DuckDB + duckplyr in R: Query 100M Rows Faster Than pandas on a Laptop
duckplyr is a drop-in replacement for dplyr that runs your existing dplyr code on DuckDB's columnar engine — no SQL needed, no data loaded into memory until you ask for it.
Introduction
You already know dplyr. You can filter, mutate, group, and summarise in your sleep. The problem appears when your data outgrows RAM — a 2 GB CSV that crashes read.csv(), a Parquet file with 100 million rows.
duckplyr solves this by swapping dplyr's in-memory engine for DuckDB's analytical engine. You write the same filter(), mutate(), summarise() code. duckplyr translates it into DuckDB operations that stream through data without loading it all at once.

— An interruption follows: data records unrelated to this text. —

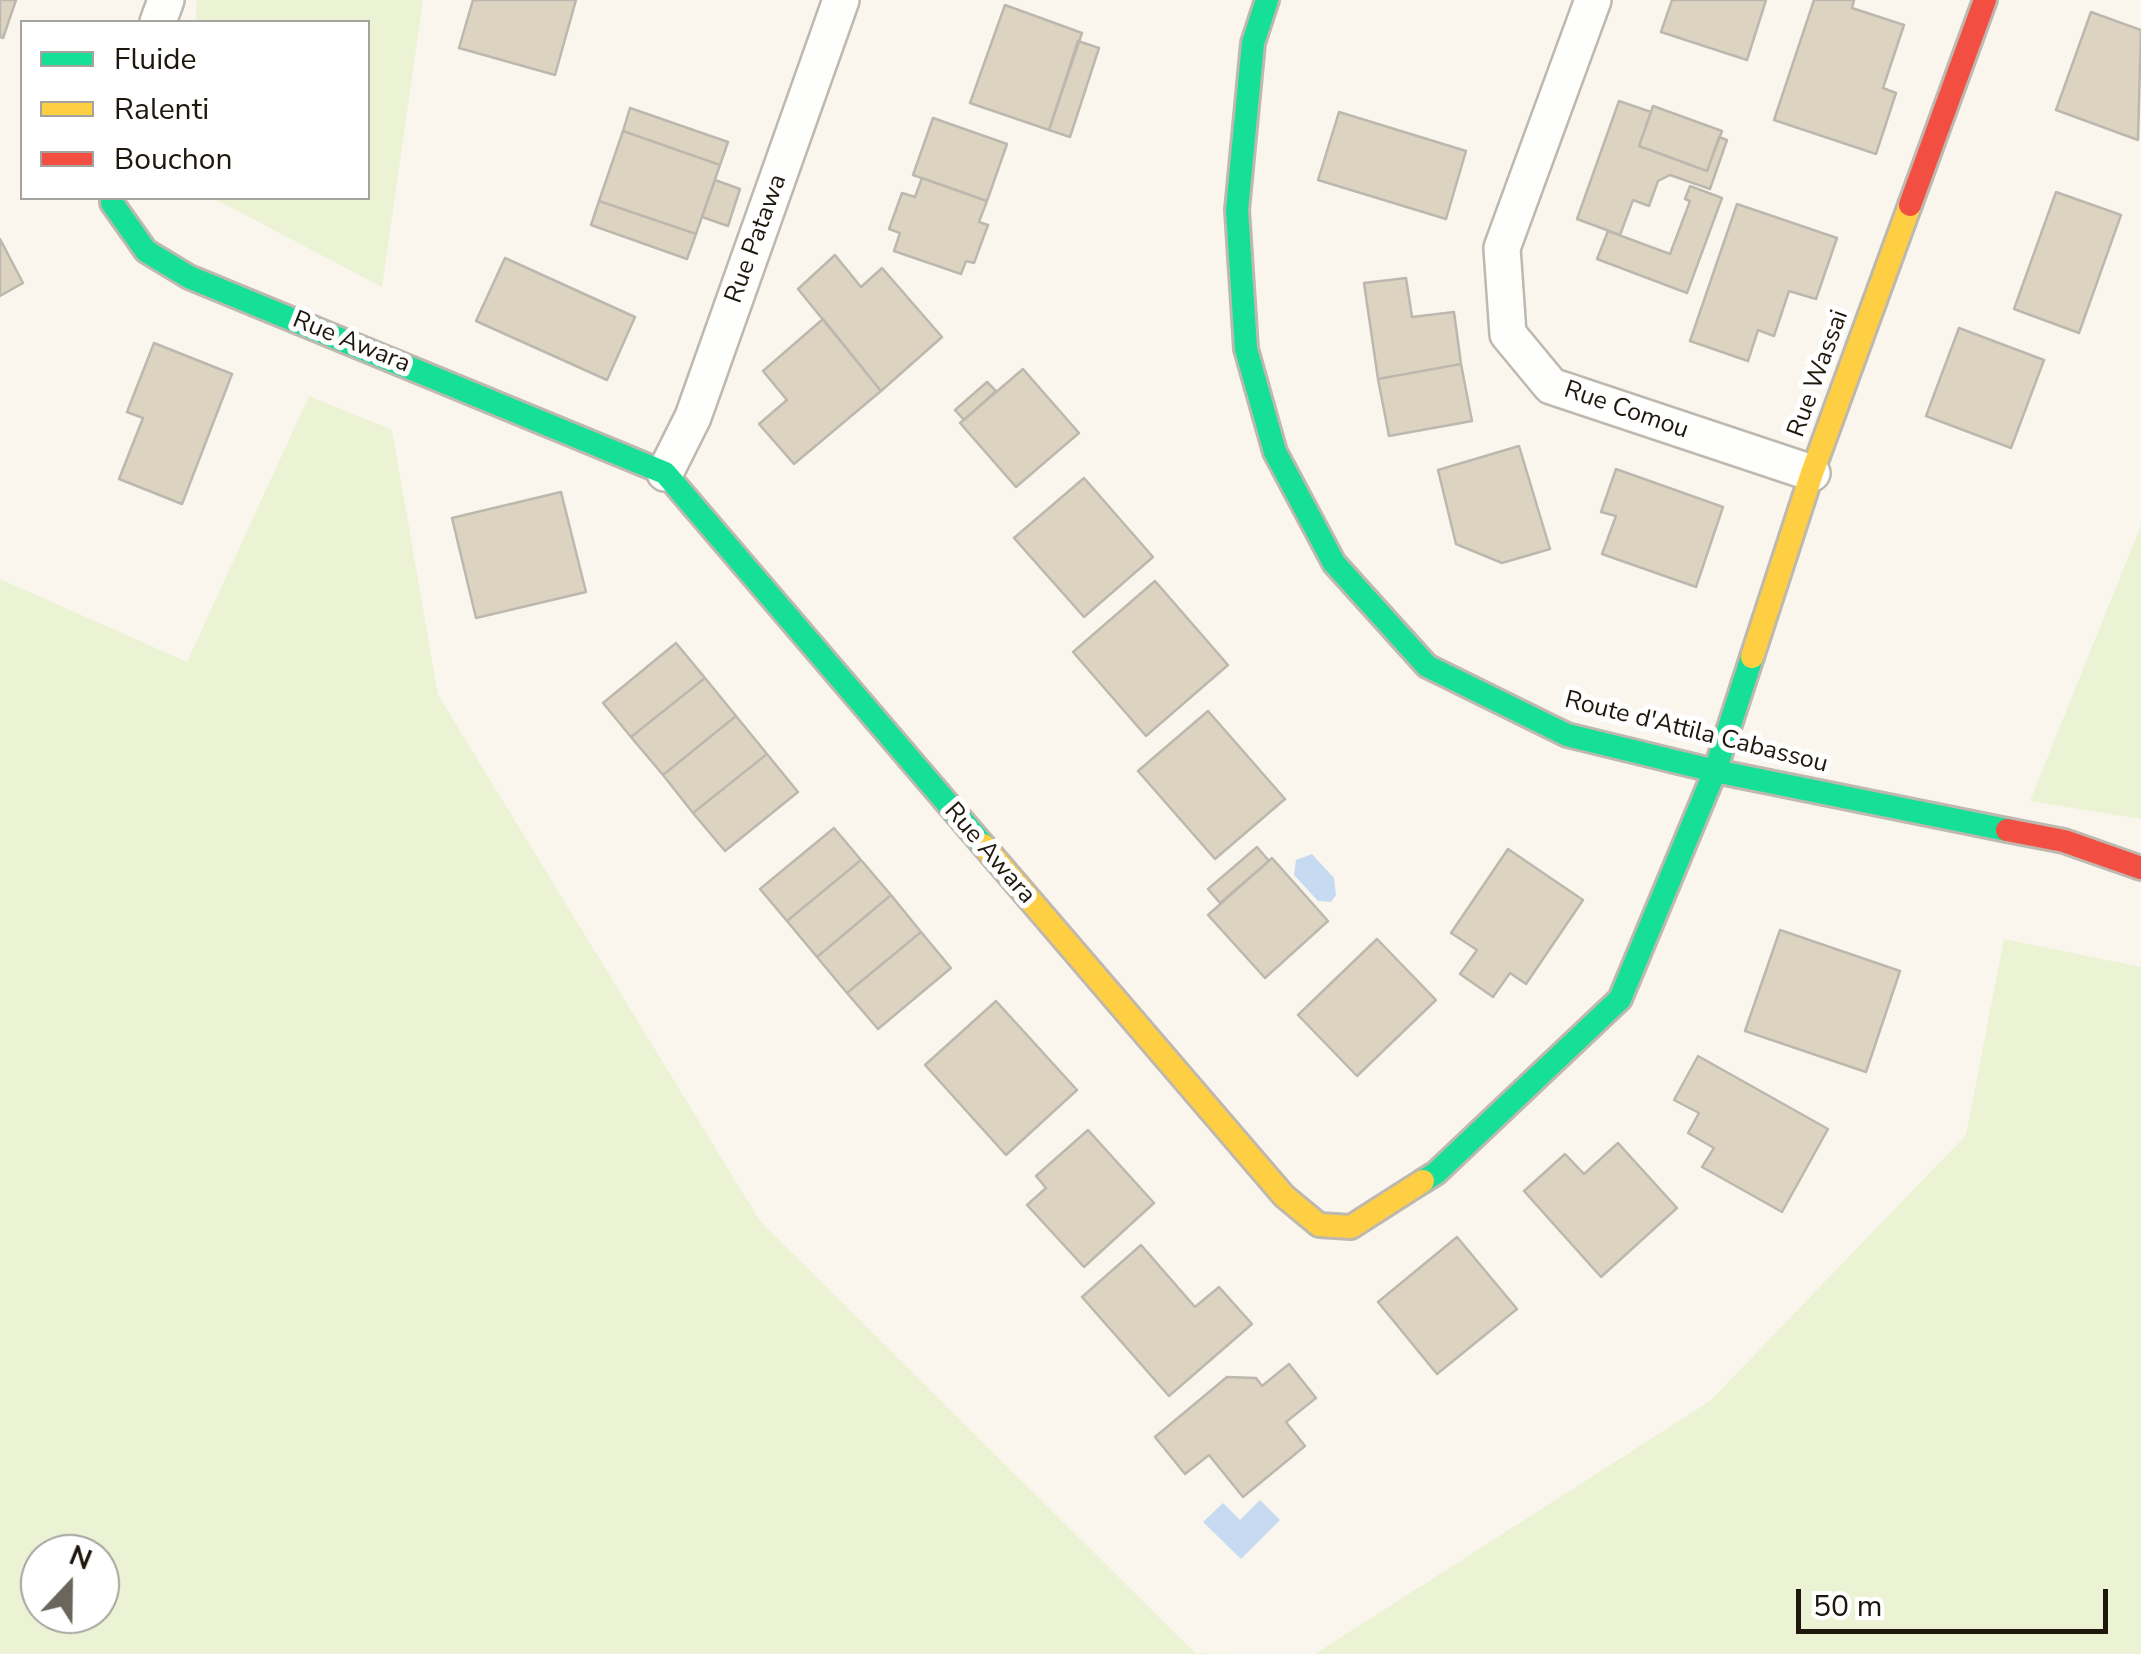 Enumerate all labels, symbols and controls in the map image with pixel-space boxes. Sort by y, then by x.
legend [20,20,370,200]
text: Fluide [114,39,197,80]
text: Ralenti [114,89,209,130]
text: Bouchon [114,139,232,180]
street label: Rue Patawa [720,171,794,307]
street label: Rue Awara [288,306,414,380]
street label: Rue Wassai [1782,306,1856,442]
street label: Rue Comou [1560,376,1692,446]
street label: Route d'Attila Cabassou [1561,686,1831,780]
street label: Rue Awara [937,797,1041,911]
north arrow [20,1534,120,1634]
text: N [64,1536,97,1580]
scale bar [1801,1569,2114,1631]
text: 50 m [1813,1586,1882,1627]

If DuckDB cannot handle a particular operation, duckplyr falls back to regular dplyr automatically.
In this tutorial you will learn what duckplyr does differently from plain dplyr, how to query CSV and Parquet files without loading them into memory, which operations fall back to dplyr, when to use duckplyr vs raw SQL, and how the three approaches compare on speed.
install.packages(c("duckdb", "duckplyr")).What is duckplyr and how does it differ from dplyr?

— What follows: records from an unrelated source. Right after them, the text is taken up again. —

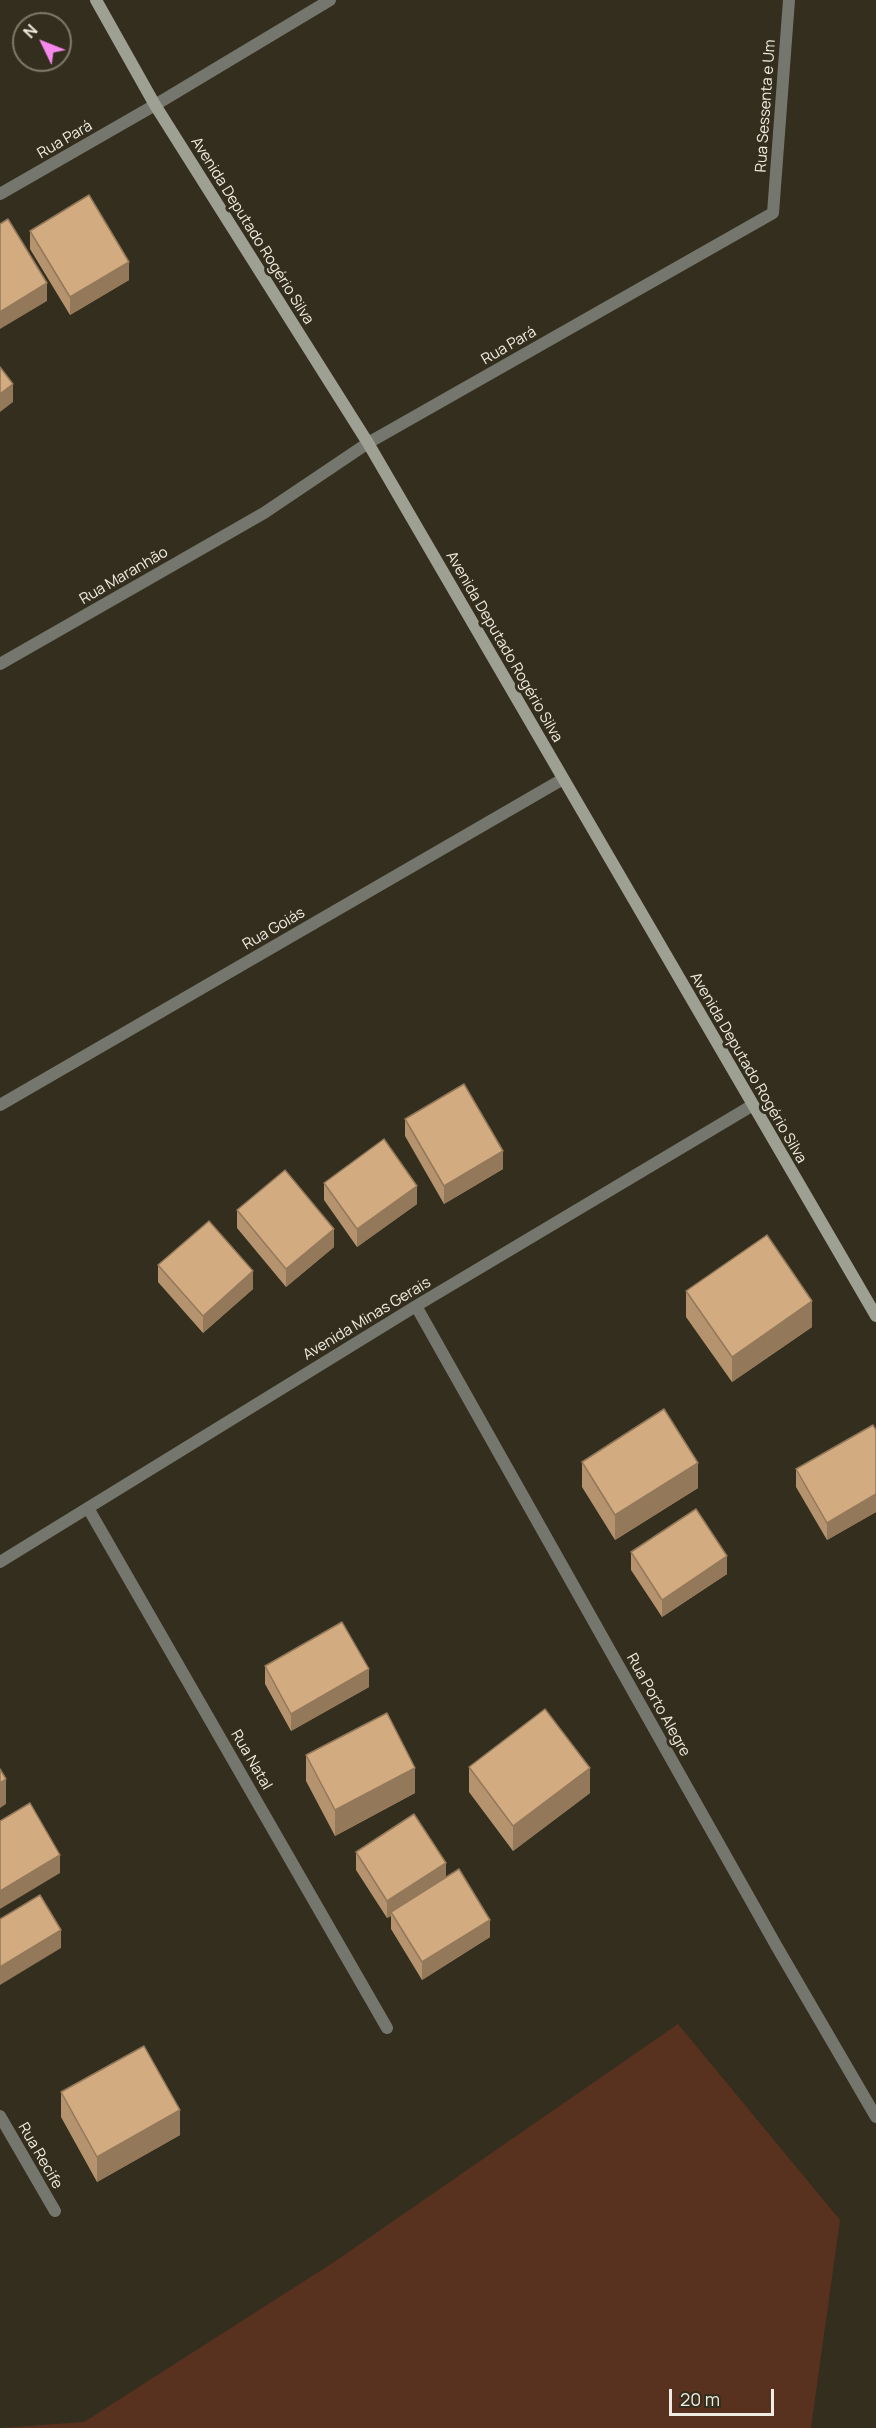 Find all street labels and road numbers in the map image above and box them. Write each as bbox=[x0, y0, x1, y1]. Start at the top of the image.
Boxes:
street label: Rua Sessenta e Um bbox=[752, 39, 780, 173]
street label: Rua Pará bbox=[34, 117, 96, 163]
street label: Avenida Deputado Rogério Silva bbox=[187, 134, 317, 328]
street label: Rua Pará bbox=[478, 323, 540, 369]
street label: Rua Maranhão bbox=[77, 543, 171, 609]
street label: Avenida Deputado Rogério Silva bbox=[442, 548, 566, 746]
street label: Rua Goiás bbox=[240, 904, 308, 954]
street label: Avenida Deputado Rogério Silva bbox=[686, 969, 810, 1167]
street label: Avenida Minas Gerais bbox=[300, 1274, 434, 1364]
street label: Rua Porto Alegre bbox=[622, 1650, 694, 1760]
street label: Rua Natal bbox=[227, 1727, 275, 1793]
street label: Rua Recife bbox=[14, 2120, 66, 2192]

duckplyr is a tidyverse package that overrides dplyr's core verbs — filter(), mutate(), summarise(), group_by(), select(), arrange(), and joins — so they execute on DuckDB instead of in R's memory. The key difference is lazy materialisation: duckplyr builds a query plan but does not compute anything until you call collect() or print the result.
Loading the package is all it takes. Your existing dplyr code works unchanged.

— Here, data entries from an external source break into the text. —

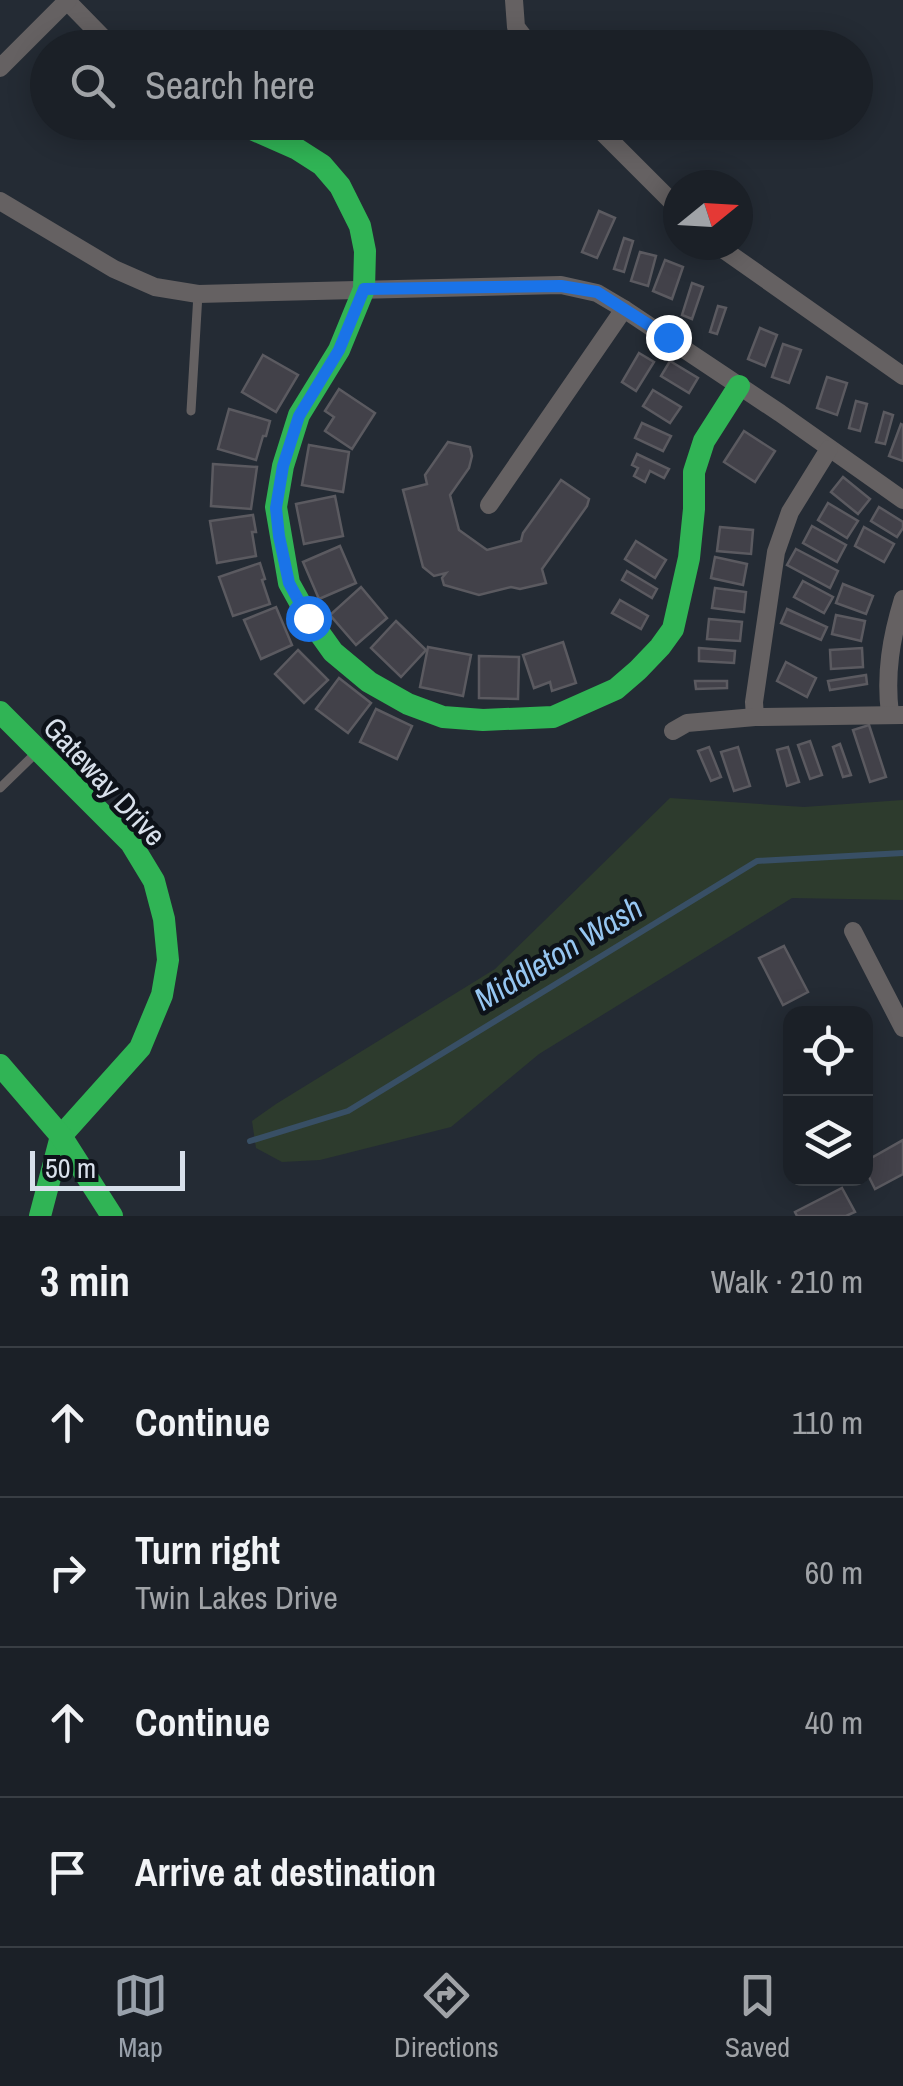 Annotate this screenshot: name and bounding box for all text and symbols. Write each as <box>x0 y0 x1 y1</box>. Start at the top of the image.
search box <box>30 30 873 140</box>
icon: search <box>65 58 120 113</box>
text: Search here <box>145 60 315 111</box>
north arrow <box>663 170 753 260</box>
route end <box>646 315 692 361</box>
route start <box>286 596 332 642</box>
street label: Gateway Drive <box>35 708 175 854</box>
water label: Middleton Wash <box>466 886 650 1020</box>
map controls <box>783 1006 873 1186</box>
button: locate <box>783 1006 873 1096</box>
button: layers <box>783 1096 873 1186</box>
scale bar <box>30 1146 185 1190</box>
text: 50 m <box>45 1149 96 1187</box>
text: 3 min <box>40 1253 130 1309</box>
text: Walk · 210 m <box>711 1260 863 1303</box>
icon: ahead <box>40 1395 95 1450</box>
text: Continue <box>135 1397 270 1448</box>
text: 110 m <box>792 1401 863 1444</box>
text: Turn right <box>135 1525 280 1576</box>
icon: right <box>40 1545 95 1600</box>
text: 60 m <box>805 1551 863 1594</box>
text: Twin Lakes Drive <box>135 1576 338 1619</box>
icon: ahead <box>40 1695 95 1750</box>
text: Continue <box>135 1697 270 1748</box>
text: 40 m <box>805 1701 863 1744</box>
icon: arrive <box>40 1845 95 1900</box>
text: Arrive at destination <box>135 1847 436 1898</box>
tab: Map <box>113 1968 168 2066</box>
tab: Directions <box>394 1968 499 2066</box>
tab: Saved <box>725 1968 790 2066</box>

The output is identical to what plain dplyr would produce. The difference is invisible: DuckDB executed the filter and aggregation using its columnar engine, which processes data in vectorised batches instead of row by row. For small data frames like mtcars, the speed difference is negligible. For millions of rows, it is dramatic.
Try it: Using duckplyr, filter mtcars to rows where hp > 100, group by cyl, and compute the mean mpg. Save to ex_result.
Click to reveal solution
Explanation: The same dplyr chain runs on DuckDB's engine because library(duckplyr) is loaded.
How do you query CSV and Parquet files without loading them into memory?
The biggest payoff of duckplyr is querying files directly on disk. df_from_csv() and df_from_parquet() create lazy references to files — no data enters R memory until you collect().
Everything before collect() is a query plan. DuckDB reads only the columns and rows it needs — if your CSV has 50 columns but you select 3, only 3 are scanned. This is why duckplyr can handle files larger than your available RAM.
Parquet files work the same way but are faster because Parquet stores data in a columnar, compressed format that DuckDB reads natively.
arrow::write_parquet(), then query with df_from_parquet() forever after.Try it: Using df_from_parquet("flights.parquet"), find the 3 destinations (dest) with the most flights in January (month == 1). Save to ex_pq.
Click to reveal solution
Explanation: count(dest, sort = TRUE) groups by destination and counts, sorted descending. The whole pipeline stays lazy until collect().
How does duckplyr handle operations it cannot translate?
duckplyr covers most common dplyr verbs and functions, but not everything. When it encounters an operation it cannot translate — a custom R function inside mutate(), for example — it falls back to regular dplyr. The fallback loads the data into memory and processes it the traditional way.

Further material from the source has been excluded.